Ancient human impacts to ecosystems are often underestimated because such changes took place gradually and left little recorded evidence. This translates into distorted perceptions of what natural ecosystems correspond to – i.e., into shifted ecological baselines – that have pervasive effects on management and conservation decisions. For example, biodiversity indicators built from recent data on species’ distributions, population sizes and trends – such as the Red List Index and the Living Planet Index – underestimate the extent of human impacts and may translate into unambitious conservation goals and recovery targets. It is however not straightforward to obtain biodiversity indicators that take into account ancient impacts, given the incompleteness of the historical record. Furthermore, variations in the timeline of impacts across species and regions mean that there is not a single appropriate baseline date that is applicable to all. This presentation will introduce a new approach for assessing populations according to the extent to which they have been impacted by past human activities. It will illustrate its application to large whale species, to show how such assessments can be applied consistently across species with very different impact histories and with wide variations in the depth of available historical data, by making the best use of the information available in each case. Multi-species assessments can then be aggregated into temporal and spatial indices of biodiversity that are less prone to the shifting baseline syndrome.

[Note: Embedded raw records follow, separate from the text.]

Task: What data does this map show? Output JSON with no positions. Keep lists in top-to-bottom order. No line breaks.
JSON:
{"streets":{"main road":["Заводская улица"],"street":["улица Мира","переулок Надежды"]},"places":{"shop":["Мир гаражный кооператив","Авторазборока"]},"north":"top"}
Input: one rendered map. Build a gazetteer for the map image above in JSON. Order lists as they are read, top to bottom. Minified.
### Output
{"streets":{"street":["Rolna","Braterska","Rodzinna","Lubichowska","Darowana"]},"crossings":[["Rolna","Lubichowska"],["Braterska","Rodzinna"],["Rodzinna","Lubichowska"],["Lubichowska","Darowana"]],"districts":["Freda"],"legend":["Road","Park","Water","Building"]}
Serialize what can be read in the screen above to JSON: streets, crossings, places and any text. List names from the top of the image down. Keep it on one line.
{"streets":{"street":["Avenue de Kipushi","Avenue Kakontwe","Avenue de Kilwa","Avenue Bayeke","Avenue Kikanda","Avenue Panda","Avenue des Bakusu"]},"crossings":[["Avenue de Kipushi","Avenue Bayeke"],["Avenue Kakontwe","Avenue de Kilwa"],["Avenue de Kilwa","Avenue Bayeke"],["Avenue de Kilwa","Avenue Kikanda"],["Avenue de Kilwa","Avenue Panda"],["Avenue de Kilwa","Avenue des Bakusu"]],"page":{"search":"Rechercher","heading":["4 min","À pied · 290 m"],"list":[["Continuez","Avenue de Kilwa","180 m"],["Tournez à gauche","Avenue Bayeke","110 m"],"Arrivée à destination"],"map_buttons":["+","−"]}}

Dr Ana Rodrigues, National Centre for Scientific Research and Montpellier University, France

14:45 - 15:00 Discussion
15:00 - 15:30 Tea
15:30 - 16:00 Using knowledge of the past to set conservation goals in the present

The most widely-used global metric of species conservation status today is the IUCN Red List of Threatened Species, which assesses species’ extinction risk. The timescales over which changes in species status are evaluated must necessarily be relatively short (10 years or 3 generations, depending on the species) in order to highlight rapid declines in population size or range which may signal acute threats to species persistence. However, this relatively narrow temporal focus presents a danger of shifting baselines, since declines which have occurred in previous centuries often do not fall within the relevant time window for assessment.

This talk outlines the opportunities and difficulties in using historical data (accounts, museum records, zooarchaeological and fossil records, etc.) to inform Red List assessments and also introduces the IUCN’s response to the challenge of shifting baselines: The Green List of Species. The Green List of Species, currently in development, will be used to measure species recovery against a baseline set centuries ago, rather than decades. The Green List will allow long-term ambitions to restore species to historical levels to work in parallel with the crucial short-term focus on preventing extinction, providing a more comprehensive conservation story that includes a species’ past, present, and potential future.